Task to complete
Beginning with the first line of the material, set down each line exactly as written, up to and including the line with "1px #5c4530) drop-shadow(0".

The data

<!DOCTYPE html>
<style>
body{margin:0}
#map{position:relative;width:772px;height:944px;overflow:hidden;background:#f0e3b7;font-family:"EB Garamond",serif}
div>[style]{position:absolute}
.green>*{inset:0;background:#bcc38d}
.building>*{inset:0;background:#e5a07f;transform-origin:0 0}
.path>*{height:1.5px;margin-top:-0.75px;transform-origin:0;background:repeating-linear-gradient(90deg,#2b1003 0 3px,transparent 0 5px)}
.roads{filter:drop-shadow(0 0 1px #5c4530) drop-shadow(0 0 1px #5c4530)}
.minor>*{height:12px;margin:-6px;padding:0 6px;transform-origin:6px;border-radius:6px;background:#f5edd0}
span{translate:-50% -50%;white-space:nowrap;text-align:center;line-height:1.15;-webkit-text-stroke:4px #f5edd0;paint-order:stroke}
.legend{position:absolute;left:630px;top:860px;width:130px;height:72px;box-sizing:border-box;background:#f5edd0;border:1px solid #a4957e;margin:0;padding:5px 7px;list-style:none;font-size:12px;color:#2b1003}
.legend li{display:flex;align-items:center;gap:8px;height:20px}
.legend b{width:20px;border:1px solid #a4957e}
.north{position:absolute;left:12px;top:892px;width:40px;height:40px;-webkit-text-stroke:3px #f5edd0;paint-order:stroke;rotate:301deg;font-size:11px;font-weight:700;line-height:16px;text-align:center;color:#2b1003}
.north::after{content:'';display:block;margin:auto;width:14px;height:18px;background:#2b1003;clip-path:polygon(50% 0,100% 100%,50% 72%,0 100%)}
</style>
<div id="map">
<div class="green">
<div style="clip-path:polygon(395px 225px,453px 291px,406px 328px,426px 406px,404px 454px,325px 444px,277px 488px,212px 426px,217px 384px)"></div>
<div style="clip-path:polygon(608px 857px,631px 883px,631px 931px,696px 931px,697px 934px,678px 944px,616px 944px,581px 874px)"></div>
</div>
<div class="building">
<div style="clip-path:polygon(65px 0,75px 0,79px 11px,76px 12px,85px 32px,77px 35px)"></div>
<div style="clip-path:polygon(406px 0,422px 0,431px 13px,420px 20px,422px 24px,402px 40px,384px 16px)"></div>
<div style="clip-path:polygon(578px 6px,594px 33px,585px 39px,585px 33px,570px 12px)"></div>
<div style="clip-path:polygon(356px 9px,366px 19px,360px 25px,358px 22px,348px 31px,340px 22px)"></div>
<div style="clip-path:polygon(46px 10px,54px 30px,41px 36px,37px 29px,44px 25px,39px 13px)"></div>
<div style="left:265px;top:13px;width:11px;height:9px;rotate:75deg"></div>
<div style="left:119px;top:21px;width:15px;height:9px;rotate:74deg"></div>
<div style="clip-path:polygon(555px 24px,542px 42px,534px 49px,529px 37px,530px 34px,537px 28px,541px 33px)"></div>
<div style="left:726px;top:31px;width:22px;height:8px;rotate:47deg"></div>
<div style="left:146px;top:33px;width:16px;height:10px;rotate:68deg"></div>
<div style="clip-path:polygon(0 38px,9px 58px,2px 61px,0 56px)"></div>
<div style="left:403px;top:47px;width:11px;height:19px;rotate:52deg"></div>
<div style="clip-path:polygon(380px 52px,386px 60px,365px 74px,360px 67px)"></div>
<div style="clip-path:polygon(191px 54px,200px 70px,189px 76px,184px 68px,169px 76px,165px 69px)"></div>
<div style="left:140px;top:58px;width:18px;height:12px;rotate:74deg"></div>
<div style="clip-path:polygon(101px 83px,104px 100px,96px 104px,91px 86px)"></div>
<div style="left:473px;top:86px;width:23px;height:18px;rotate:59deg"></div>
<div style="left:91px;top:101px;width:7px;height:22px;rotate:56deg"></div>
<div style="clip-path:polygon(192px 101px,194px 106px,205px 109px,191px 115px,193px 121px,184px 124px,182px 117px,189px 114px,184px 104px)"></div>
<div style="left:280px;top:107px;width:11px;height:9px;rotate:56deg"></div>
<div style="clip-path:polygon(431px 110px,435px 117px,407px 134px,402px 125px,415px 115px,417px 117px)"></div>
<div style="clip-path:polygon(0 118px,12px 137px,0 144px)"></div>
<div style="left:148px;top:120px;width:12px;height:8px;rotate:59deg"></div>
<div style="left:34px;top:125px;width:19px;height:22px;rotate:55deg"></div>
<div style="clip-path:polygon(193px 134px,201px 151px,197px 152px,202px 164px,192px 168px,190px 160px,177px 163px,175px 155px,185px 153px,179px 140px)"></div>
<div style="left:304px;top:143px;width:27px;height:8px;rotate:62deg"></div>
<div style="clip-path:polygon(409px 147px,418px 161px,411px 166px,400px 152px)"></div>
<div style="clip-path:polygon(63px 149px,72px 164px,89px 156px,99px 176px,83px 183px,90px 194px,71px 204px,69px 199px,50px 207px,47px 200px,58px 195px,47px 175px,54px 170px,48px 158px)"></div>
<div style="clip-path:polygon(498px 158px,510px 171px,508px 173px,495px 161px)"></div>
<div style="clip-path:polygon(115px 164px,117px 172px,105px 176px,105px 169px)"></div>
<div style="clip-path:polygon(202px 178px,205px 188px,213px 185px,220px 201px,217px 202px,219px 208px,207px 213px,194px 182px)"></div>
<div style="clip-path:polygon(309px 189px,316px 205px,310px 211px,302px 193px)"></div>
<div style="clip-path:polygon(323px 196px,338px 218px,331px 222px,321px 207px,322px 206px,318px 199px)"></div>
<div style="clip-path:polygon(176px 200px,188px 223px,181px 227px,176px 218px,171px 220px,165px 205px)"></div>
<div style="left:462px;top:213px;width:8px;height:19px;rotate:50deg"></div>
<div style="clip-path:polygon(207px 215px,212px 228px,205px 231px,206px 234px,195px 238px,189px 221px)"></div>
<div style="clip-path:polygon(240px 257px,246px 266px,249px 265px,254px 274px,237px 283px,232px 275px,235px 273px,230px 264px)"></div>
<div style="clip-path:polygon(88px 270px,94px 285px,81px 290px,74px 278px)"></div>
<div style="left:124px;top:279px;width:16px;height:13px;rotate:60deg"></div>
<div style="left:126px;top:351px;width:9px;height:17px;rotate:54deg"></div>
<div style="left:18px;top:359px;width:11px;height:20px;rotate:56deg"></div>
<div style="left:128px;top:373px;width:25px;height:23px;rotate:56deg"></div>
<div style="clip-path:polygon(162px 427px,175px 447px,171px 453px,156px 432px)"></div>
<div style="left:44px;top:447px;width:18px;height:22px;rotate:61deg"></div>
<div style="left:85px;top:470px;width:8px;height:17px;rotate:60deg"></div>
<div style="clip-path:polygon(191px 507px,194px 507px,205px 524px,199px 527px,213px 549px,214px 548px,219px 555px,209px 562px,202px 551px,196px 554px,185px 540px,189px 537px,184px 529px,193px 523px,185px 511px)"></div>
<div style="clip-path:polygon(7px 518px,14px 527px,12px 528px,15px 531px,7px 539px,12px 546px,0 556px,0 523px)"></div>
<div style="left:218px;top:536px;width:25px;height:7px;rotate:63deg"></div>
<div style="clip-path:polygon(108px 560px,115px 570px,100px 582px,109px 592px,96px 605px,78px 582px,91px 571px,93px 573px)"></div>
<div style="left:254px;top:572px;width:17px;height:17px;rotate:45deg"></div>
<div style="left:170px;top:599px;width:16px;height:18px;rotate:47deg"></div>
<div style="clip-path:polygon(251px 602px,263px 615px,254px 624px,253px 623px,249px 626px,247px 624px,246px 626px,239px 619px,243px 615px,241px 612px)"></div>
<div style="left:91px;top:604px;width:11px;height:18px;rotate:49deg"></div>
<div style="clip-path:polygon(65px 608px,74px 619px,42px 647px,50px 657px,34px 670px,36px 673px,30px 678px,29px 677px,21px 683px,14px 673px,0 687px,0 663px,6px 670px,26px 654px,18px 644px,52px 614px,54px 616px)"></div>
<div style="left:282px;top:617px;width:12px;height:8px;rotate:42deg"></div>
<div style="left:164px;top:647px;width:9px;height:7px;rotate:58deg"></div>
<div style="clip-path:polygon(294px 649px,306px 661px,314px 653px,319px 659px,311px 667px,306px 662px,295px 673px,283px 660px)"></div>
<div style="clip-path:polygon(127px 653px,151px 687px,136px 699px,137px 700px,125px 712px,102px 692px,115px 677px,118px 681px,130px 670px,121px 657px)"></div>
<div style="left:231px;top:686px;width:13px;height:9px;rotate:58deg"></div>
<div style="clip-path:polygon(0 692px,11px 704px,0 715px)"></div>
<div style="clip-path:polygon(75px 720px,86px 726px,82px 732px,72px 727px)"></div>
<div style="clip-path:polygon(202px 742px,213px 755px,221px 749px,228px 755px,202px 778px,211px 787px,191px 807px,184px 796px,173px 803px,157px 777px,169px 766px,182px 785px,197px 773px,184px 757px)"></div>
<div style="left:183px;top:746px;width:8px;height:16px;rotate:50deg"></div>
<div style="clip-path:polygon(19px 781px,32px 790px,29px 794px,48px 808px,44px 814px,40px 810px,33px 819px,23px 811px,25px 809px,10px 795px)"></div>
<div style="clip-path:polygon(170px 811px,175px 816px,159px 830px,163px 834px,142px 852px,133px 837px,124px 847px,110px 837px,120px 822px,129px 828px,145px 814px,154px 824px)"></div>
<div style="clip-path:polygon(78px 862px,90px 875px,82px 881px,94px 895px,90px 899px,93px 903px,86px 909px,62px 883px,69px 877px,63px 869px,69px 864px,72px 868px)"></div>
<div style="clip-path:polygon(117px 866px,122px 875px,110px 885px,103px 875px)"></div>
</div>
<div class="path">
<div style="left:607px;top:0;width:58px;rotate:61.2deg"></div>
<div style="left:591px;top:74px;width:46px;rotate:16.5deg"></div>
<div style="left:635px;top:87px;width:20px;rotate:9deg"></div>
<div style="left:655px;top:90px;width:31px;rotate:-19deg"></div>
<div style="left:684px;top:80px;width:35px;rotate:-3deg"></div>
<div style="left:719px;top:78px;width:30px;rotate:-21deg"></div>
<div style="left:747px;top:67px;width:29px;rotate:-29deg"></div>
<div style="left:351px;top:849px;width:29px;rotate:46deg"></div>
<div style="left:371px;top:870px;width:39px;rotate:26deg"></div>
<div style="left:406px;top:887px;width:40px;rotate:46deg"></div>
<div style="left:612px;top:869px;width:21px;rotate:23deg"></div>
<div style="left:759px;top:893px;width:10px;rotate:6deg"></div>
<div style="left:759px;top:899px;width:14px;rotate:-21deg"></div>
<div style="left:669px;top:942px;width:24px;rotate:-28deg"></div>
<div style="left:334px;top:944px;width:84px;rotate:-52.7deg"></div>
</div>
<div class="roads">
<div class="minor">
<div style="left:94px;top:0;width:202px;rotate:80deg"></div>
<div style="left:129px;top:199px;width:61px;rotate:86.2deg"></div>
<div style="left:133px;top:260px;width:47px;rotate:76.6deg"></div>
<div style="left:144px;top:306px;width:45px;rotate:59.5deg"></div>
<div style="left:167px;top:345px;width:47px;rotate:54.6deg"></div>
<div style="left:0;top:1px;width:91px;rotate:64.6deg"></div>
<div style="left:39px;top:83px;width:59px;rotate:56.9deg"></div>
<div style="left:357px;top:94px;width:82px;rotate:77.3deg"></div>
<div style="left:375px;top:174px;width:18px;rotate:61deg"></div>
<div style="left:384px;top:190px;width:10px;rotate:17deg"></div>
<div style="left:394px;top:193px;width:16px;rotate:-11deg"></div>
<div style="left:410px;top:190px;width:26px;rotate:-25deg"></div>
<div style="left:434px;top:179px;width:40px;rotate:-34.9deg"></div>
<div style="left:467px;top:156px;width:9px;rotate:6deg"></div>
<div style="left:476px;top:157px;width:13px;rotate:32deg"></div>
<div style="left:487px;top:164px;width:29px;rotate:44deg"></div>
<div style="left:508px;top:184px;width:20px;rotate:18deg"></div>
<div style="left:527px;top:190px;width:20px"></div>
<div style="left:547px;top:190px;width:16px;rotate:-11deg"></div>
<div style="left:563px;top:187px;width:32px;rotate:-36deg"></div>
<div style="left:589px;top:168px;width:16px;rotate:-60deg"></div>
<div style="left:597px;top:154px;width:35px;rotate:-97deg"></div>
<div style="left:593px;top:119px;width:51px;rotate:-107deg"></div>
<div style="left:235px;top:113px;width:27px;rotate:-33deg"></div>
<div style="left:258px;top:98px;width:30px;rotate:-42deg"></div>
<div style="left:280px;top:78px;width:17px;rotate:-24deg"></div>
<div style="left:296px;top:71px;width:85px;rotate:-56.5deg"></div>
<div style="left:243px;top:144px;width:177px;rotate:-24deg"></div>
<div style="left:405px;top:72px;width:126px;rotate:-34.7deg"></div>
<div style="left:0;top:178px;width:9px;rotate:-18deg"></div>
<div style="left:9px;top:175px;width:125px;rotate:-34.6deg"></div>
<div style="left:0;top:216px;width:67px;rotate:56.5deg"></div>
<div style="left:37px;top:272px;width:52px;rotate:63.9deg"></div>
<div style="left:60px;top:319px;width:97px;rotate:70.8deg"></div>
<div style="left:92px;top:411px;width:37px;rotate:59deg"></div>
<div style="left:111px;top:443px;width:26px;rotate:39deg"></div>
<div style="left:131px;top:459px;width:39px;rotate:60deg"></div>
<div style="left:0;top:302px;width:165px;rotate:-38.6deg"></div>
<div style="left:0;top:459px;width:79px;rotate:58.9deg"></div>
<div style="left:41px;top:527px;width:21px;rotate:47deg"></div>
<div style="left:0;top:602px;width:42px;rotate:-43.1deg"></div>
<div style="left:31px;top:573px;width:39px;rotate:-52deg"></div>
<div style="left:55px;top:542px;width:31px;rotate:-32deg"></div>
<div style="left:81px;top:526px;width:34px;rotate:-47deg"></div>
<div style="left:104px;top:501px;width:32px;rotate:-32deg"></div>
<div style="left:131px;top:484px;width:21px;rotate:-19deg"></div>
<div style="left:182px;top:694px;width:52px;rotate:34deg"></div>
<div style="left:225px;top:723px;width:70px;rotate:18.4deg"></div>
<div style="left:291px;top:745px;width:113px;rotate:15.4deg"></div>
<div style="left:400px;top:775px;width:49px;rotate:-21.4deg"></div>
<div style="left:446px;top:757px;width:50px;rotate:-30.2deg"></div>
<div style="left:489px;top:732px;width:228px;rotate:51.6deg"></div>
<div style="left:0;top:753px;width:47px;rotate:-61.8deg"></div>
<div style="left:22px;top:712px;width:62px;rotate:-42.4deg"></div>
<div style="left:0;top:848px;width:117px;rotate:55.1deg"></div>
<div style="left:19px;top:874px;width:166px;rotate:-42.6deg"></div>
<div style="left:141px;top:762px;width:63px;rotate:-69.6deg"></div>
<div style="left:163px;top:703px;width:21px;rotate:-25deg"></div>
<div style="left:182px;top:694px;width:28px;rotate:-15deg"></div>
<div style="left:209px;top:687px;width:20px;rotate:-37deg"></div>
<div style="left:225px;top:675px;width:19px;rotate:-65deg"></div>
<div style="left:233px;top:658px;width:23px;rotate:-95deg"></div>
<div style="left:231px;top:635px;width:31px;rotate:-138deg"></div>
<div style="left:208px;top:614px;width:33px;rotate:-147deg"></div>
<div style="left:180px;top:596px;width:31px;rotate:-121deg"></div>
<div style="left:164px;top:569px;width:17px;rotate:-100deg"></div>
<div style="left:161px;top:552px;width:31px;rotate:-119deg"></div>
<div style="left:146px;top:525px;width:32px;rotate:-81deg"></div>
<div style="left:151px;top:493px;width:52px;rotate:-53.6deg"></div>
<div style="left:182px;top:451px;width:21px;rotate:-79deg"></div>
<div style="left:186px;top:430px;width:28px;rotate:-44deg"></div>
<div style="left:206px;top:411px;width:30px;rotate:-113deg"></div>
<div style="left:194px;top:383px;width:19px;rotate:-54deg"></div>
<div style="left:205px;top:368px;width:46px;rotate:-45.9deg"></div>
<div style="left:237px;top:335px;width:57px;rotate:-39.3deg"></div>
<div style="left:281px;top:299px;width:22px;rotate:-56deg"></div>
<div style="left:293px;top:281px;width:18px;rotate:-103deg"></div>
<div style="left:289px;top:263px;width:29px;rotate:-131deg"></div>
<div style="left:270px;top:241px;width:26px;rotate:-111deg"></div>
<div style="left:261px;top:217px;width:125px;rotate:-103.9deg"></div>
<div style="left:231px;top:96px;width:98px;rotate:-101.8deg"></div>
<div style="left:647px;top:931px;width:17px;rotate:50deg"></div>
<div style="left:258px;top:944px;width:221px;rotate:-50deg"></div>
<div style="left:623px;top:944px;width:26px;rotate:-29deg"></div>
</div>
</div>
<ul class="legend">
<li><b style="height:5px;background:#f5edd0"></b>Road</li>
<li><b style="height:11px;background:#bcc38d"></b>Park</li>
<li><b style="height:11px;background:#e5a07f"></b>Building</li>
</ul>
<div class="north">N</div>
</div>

Written response
<!DOCTYPE html>
<style>
body{margin:0}
#map{position:relative;width:772px;height:944px;overflow:hidden;background:#f0e3b7;font-family:"EB Garamond",serif}
div>[style]{position:absolute}
.green>*{inset:0;background:#bcc38d}
.building>*{inset:0;background:#e5a07f;transform-origin:0 0}
.path>*{height:1.5px;margin-top:-0.75px;transform-origin:0;background:repeating-linear-gradient(90deg,#2b1003 0 3px,transparent 0 5px)}
.roads{filter:drop-shadow(0 0 1px #5c4530) drop-shadow(0 0 1px #5c4530)}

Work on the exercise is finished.